Functions of the workers
The workers perform the tasks of construction and maintenance of the comb and the jobs of feeding. They raise the brood, guard the hive, clean it and ventilate it, etc.
There is no way of distinguishing the workers except by the functions they perform, be it nursing, foraging, wax-making etc. All the workers are destined to perform all the useful tasks of the colony without distinction, according to the seasons, the time and the circumstances. Only the young workers
are exclusively occupied with the work inside the hive, as their bodies are not sufficiently developed to withstand inclement weather.
Times of sorties
It has been said that workers go out at any time of day in spring, only in the morning in summer, and never when it is raining or cold.
It is more correct to say that the workers go out when their occupation is possible, as often as they have some chance of finding nectar, pollen or propolis.
But the rain so greatly weighs down the worker that it prevents her flying, and below 8 C, bees becomes sluggish.
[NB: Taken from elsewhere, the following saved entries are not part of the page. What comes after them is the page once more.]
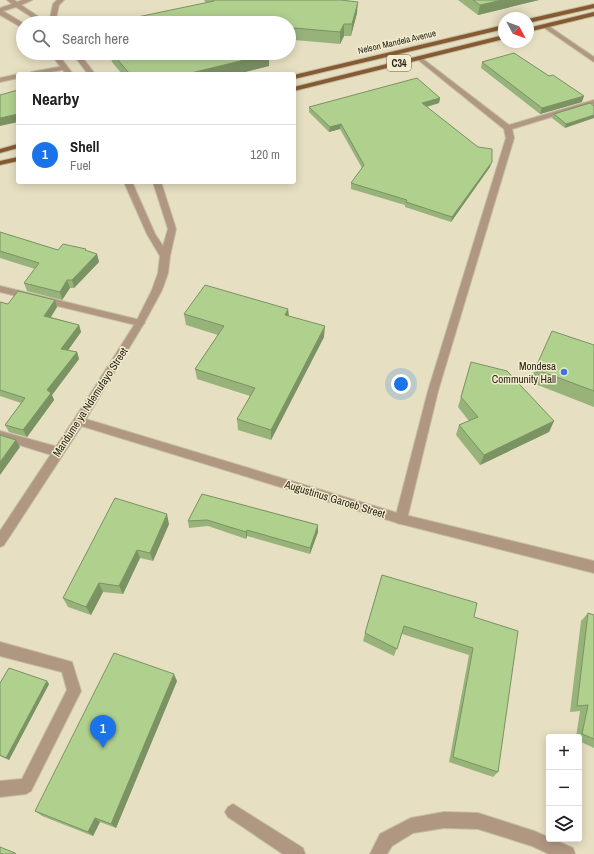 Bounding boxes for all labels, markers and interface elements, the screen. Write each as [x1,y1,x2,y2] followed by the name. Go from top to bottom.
[498,12,534,48] north arrow
[16,16,296,60] search box
[30,27,52,49] icon: search
[357,27,437,57] street label: Nelson Mandela Avenue
[62,28,129,49] text: Search here
[387,55,411,71] road number: C34
[32,87,79,110] text: Nearby
[70,136,99,157] text: Shell
[42,146,48,163] text: 1
[250,146,280,163] text: 120 m
[70,157,91,174] text: Fuel
[49,344,131,459] street label: Mandume ya Ndemufayo Street
[492,359,556,386] place label: Mondesa Community Hall
[559,367,569,377] marker: Mondesa Community Hall
[391,374,411,394] your location
[282,477,387,521] street label: Augustinus Garoeb Street
[90,715,116,748] pin: 1
[546,734,582,842] map controls
[546,734,582,770] button: +
[546,770,582,806] button: −
[546,806,582,842] button: layers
In summer, workers look for nectar first and foremost. But the midday sun dries up the flowers. In spring it is above all pollen that the workers forage for. But neither heat not cold completely halts production.
A bee weighs about one tenth of a gramme. She can bring back half her weight, i.e. 0.05 g, though sometimes she brings back only 0.02 g. To bring in a kilogramme of nectar, it is necessary for the bee to make 50,000 trips or 50,000 bees to make one trip. A bee can make twenty trips a day of one kilometre return, bringing in 0.4 g nectar. The harvest of 1 kg of nectar thus represents more than 40,000 kilometres, i.e. more than the circumference of the Earth.
Life span of a worker
Workers can live a maximum of one year following queenlessness and a bad season, i.e. when workers have little activity.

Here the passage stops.